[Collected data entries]

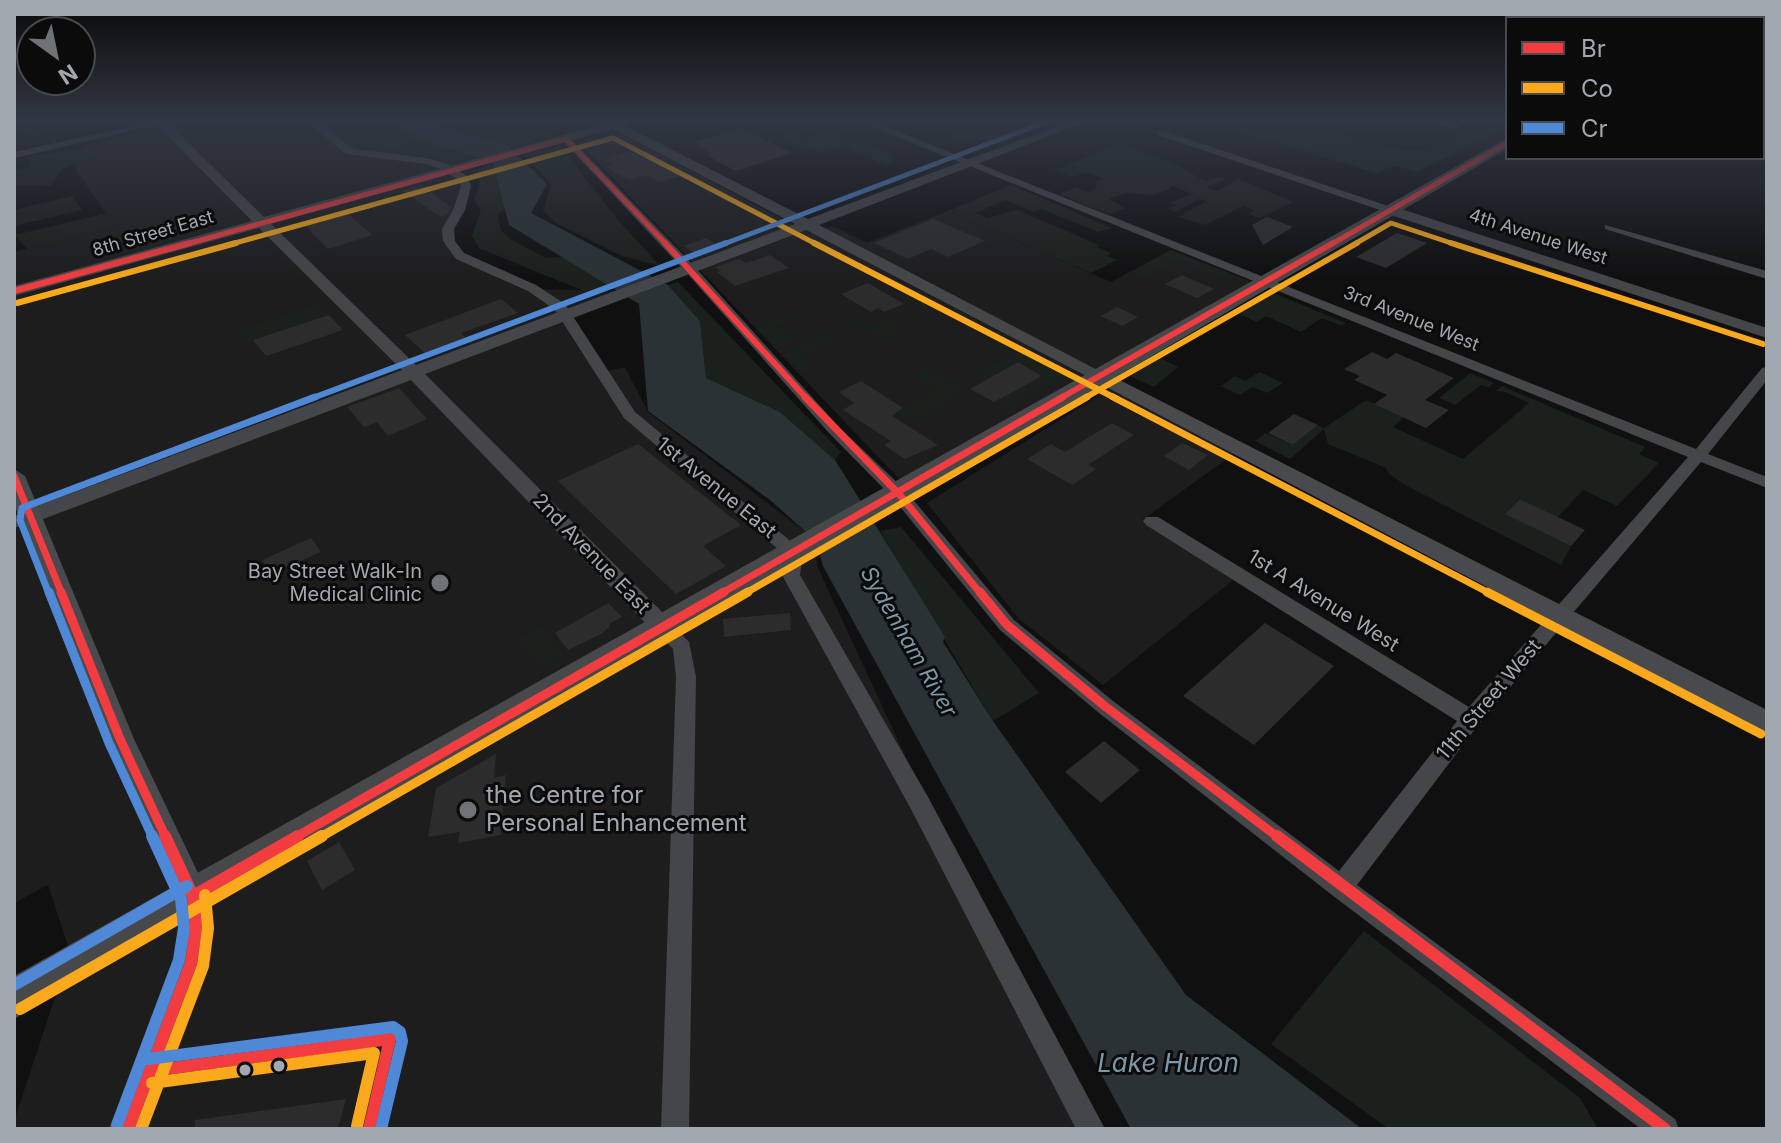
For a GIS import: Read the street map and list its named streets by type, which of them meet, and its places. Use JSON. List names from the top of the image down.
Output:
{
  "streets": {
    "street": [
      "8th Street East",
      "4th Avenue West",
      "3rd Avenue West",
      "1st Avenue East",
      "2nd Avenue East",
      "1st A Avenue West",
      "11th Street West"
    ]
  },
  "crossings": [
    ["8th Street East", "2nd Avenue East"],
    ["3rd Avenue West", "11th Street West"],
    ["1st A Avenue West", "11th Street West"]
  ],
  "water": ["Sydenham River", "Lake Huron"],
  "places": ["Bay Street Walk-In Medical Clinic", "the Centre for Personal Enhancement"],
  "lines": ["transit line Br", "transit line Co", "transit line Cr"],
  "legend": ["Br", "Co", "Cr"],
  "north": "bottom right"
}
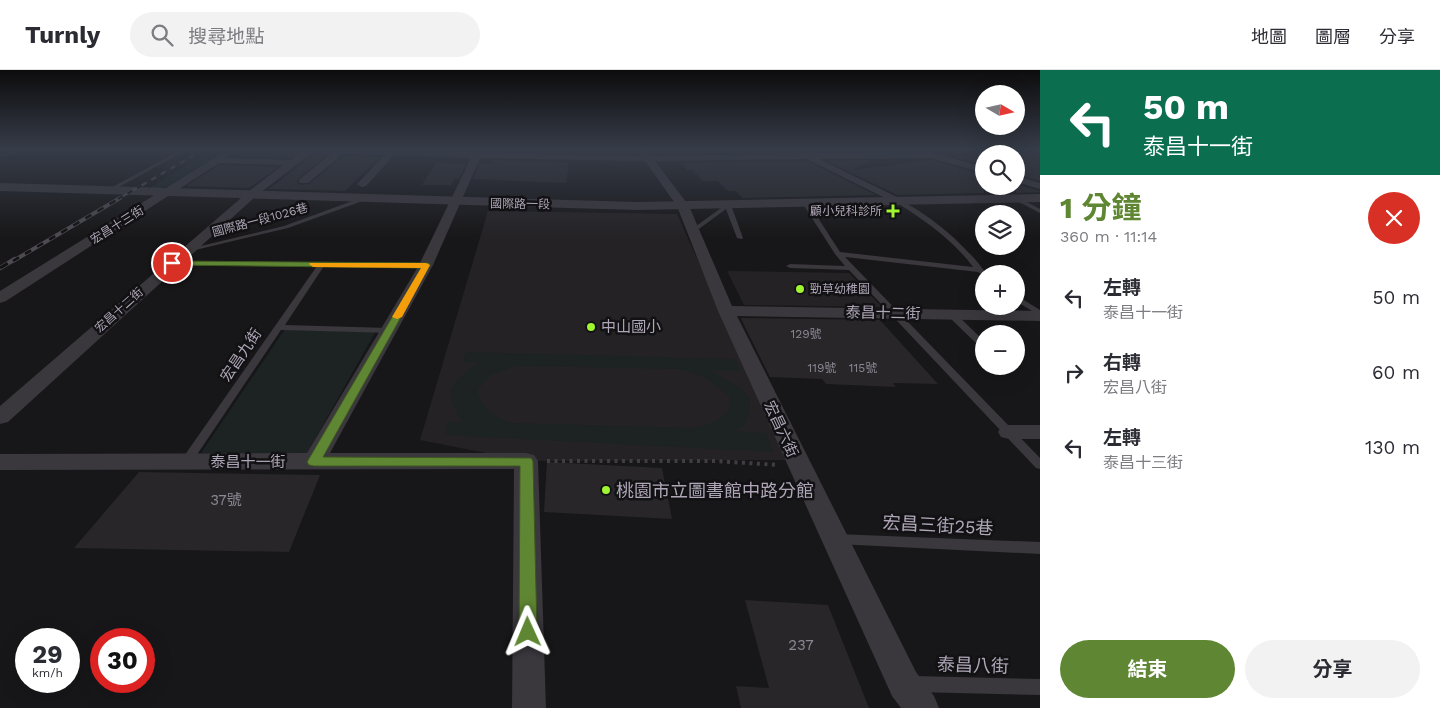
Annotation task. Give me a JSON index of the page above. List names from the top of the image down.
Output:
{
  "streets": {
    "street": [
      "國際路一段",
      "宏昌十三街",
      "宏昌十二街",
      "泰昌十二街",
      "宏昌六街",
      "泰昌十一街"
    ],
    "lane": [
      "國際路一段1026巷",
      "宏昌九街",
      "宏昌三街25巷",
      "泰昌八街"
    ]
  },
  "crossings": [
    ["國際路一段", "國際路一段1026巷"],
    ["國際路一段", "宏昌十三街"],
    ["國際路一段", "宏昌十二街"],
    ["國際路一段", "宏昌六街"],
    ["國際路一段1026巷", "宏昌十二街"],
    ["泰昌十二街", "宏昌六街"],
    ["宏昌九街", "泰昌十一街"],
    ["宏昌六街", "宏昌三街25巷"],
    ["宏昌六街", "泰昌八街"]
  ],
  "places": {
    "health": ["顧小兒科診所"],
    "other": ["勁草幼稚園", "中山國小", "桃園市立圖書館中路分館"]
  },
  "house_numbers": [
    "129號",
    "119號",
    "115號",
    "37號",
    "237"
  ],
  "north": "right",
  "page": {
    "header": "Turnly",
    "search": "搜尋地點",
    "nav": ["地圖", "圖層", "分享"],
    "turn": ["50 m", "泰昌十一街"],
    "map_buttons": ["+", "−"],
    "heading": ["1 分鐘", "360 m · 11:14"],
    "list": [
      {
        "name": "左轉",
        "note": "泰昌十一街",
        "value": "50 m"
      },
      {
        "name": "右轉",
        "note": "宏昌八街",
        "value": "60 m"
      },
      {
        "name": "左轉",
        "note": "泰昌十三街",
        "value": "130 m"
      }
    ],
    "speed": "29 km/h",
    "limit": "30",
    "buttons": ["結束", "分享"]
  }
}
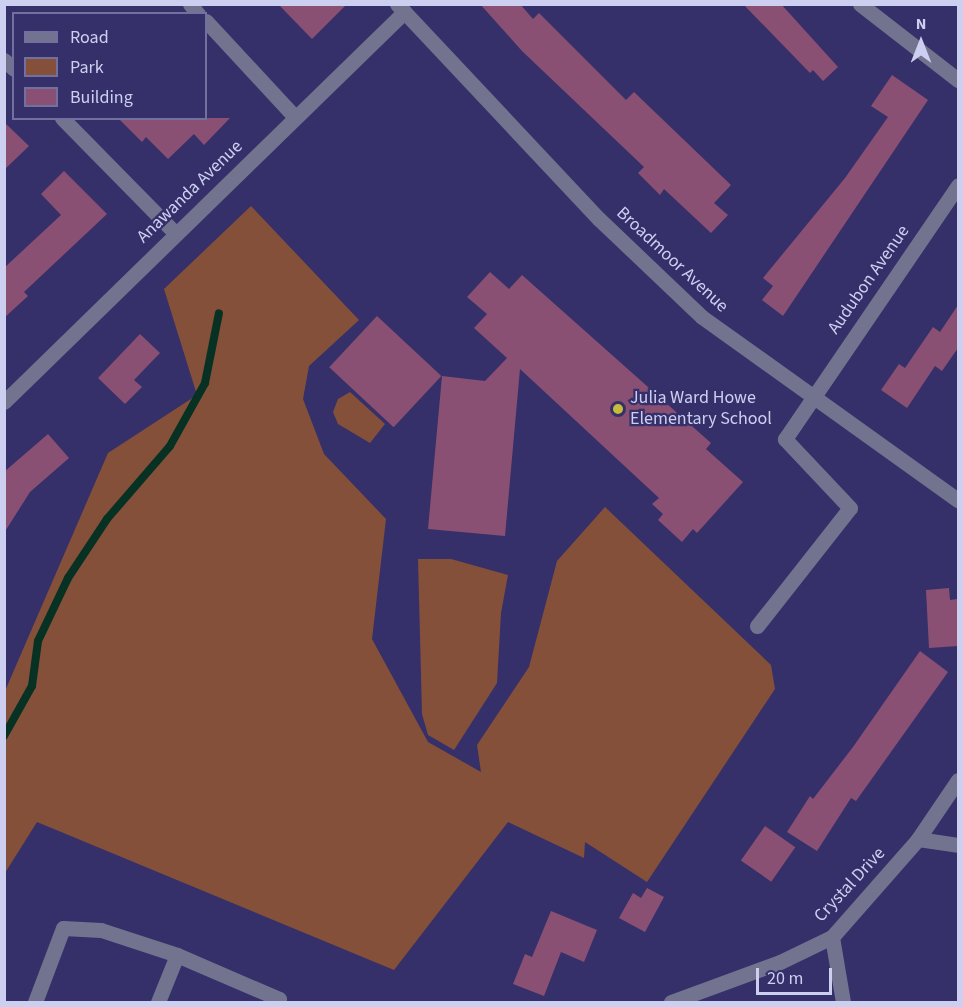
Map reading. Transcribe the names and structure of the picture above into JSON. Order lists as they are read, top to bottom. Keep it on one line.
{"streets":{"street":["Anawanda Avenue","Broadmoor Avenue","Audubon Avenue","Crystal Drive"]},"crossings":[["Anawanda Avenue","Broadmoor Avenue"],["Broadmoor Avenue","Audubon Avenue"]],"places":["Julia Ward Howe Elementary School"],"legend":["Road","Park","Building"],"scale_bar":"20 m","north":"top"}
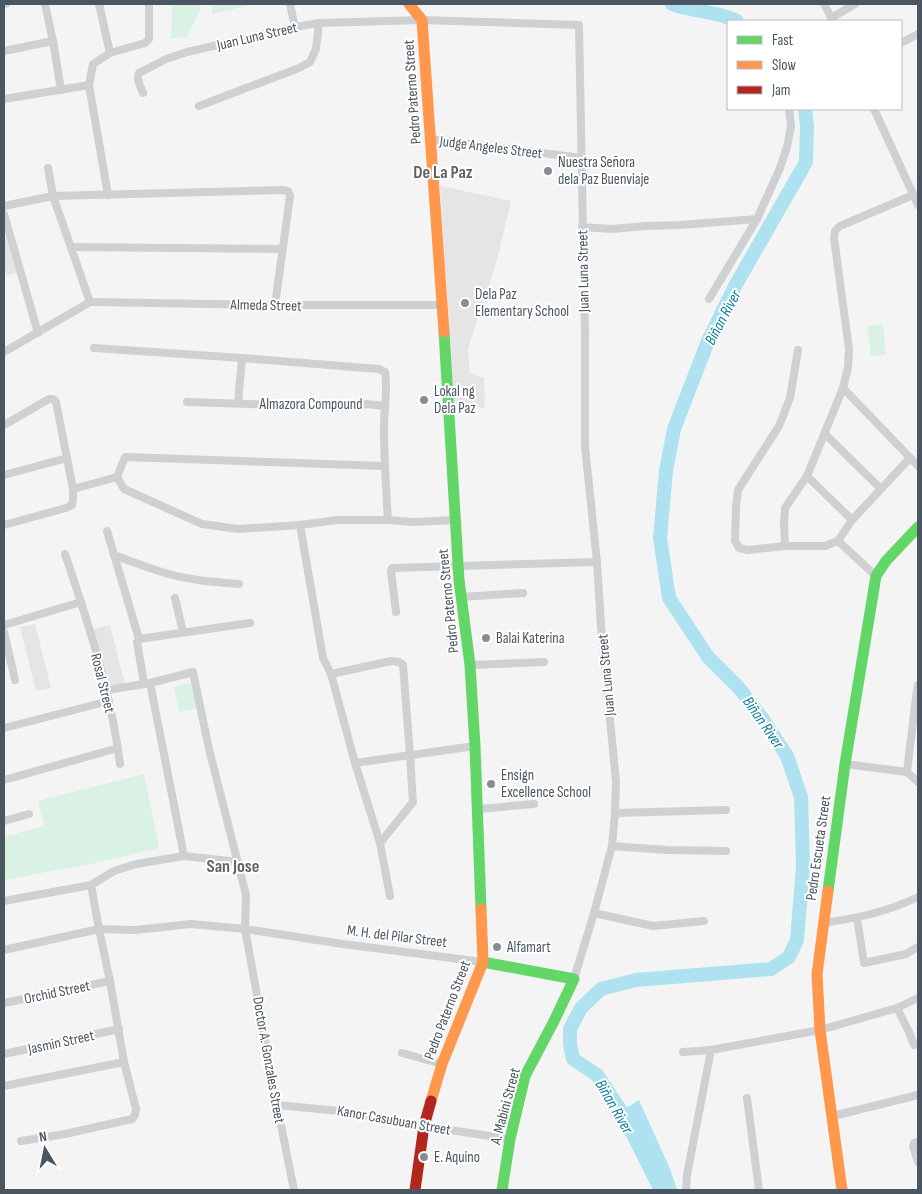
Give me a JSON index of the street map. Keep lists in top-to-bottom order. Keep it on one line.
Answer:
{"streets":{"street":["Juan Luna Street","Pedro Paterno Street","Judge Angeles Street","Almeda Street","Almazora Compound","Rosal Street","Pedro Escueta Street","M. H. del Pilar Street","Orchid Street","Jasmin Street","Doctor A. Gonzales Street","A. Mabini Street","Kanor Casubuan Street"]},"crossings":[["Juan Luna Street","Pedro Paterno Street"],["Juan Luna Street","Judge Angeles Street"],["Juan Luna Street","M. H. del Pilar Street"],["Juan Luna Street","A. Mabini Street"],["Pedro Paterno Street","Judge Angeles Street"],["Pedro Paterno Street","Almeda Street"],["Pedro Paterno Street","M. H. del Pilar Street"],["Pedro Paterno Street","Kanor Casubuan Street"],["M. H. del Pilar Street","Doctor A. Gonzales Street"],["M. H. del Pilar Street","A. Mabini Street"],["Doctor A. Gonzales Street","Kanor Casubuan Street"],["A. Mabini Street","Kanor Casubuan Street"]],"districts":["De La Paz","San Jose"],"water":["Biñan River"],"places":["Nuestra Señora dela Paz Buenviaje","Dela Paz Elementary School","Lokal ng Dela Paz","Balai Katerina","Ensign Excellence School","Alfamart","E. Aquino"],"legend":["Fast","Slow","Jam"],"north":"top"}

• Your task: In the entries above, which lines hold the word "泰昌十一街"? Copy them out.

• Solved problem:
      "泰昌十一街"
    ["宏昌九街", "泰昌十一街"],
    "turn": ["50 m", "泰昌十一街"],
        "note": "泰昌十一街",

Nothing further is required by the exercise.